--- EXERCISE MATERIALS Enclosed Below ---

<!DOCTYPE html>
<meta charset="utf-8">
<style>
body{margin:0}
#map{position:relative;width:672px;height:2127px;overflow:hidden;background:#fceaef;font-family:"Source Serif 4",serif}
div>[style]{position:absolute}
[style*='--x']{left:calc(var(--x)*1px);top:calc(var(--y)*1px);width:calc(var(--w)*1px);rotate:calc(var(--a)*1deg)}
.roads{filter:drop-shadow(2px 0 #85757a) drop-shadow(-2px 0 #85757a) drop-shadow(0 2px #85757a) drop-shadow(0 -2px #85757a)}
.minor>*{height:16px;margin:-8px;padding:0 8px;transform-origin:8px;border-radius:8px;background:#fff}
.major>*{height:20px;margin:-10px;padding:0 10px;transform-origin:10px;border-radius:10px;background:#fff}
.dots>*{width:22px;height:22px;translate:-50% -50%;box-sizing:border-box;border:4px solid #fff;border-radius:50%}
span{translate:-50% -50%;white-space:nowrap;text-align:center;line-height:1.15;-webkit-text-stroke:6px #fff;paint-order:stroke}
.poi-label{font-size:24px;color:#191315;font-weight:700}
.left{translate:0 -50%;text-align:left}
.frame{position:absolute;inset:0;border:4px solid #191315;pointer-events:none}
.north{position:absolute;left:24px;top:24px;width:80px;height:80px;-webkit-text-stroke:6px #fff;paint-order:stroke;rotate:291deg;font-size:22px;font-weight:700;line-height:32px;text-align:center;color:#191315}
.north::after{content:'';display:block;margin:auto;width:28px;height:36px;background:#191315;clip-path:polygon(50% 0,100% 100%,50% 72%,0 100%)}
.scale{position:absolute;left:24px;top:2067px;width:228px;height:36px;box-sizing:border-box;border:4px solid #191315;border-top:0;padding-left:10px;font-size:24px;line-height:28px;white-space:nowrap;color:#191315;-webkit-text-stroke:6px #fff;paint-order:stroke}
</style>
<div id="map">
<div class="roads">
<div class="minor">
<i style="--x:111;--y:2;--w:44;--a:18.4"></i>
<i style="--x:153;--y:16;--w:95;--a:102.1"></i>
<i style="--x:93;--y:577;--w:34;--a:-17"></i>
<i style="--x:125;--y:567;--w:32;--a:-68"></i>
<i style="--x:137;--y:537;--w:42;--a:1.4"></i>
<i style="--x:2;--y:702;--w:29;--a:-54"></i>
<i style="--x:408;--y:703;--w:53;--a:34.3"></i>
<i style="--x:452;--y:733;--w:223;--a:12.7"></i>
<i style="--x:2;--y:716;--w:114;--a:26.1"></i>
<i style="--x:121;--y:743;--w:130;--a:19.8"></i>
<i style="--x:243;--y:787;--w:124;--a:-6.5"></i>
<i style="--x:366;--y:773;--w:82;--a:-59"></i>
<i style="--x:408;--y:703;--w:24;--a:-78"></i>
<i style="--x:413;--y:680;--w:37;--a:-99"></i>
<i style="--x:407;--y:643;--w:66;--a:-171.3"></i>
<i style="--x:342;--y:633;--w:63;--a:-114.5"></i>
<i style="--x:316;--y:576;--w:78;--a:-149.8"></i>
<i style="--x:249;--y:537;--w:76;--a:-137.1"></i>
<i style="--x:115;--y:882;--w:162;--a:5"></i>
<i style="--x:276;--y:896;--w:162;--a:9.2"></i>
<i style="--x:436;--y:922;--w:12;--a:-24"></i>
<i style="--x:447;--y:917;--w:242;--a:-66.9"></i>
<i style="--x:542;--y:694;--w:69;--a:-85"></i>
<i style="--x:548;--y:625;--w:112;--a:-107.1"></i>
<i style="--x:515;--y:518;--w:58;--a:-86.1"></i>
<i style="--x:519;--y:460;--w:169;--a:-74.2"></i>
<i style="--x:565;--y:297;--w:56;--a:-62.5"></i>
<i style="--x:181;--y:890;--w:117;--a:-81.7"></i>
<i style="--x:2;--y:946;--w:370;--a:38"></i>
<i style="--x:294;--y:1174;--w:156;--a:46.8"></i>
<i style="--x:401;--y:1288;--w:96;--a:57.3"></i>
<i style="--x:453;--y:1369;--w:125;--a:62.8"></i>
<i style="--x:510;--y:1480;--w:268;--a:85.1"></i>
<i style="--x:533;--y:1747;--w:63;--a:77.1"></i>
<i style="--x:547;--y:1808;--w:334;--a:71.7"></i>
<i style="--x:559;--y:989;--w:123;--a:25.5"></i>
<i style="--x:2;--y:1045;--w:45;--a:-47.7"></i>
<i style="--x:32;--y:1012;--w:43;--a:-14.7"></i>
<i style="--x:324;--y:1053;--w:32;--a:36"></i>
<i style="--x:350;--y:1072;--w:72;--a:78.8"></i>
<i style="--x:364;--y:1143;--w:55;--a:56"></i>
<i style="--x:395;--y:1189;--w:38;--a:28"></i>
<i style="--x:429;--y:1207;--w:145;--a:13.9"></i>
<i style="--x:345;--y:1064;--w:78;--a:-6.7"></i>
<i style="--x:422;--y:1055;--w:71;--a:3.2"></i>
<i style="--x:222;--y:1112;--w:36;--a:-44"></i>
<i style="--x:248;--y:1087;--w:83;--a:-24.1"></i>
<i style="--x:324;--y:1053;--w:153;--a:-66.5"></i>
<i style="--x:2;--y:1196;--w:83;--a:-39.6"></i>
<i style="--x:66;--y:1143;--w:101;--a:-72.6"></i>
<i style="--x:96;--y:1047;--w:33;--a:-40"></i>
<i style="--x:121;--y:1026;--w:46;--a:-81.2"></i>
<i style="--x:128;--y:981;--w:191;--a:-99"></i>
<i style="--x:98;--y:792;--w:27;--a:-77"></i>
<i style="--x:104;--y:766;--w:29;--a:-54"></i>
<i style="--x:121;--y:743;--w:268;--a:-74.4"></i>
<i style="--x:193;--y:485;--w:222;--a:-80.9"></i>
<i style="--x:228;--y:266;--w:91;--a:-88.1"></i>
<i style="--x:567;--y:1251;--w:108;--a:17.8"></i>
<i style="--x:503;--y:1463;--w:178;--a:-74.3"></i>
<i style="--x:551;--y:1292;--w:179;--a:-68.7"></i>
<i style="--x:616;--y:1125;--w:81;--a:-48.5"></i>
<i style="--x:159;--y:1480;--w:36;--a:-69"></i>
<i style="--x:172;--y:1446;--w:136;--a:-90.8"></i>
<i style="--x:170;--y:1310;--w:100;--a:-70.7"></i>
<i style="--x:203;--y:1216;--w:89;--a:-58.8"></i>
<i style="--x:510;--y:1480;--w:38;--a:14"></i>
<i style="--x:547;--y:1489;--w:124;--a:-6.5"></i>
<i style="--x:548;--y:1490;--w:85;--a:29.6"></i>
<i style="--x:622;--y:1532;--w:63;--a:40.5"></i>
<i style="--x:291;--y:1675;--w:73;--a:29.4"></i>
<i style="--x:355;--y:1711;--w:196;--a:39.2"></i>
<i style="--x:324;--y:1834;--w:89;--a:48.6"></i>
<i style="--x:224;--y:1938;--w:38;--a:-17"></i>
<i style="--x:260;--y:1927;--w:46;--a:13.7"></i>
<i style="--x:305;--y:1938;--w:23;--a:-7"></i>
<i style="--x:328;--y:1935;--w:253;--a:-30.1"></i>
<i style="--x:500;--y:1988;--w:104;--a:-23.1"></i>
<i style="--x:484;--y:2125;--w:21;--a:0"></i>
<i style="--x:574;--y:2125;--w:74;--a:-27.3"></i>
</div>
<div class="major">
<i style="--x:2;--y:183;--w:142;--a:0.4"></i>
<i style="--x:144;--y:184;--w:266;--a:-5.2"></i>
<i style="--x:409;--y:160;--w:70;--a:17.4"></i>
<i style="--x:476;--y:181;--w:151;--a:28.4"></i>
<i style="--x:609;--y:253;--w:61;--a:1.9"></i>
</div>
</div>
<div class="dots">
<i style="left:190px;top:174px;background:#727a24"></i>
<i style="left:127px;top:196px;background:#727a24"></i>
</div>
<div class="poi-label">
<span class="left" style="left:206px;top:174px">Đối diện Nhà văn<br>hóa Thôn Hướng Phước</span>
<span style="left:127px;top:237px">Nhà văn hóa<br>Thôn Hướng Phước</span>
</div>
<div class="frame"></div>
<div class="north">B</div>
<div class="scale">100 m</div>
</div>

--- End of Enclosed EXERCISE MATERIALS ---

§ **YOUR ASSIGNMENT**
A count is needed of the lines in the entries that contain "roads". Supply only that number.

§ **PROBLEM SOLUTION**
2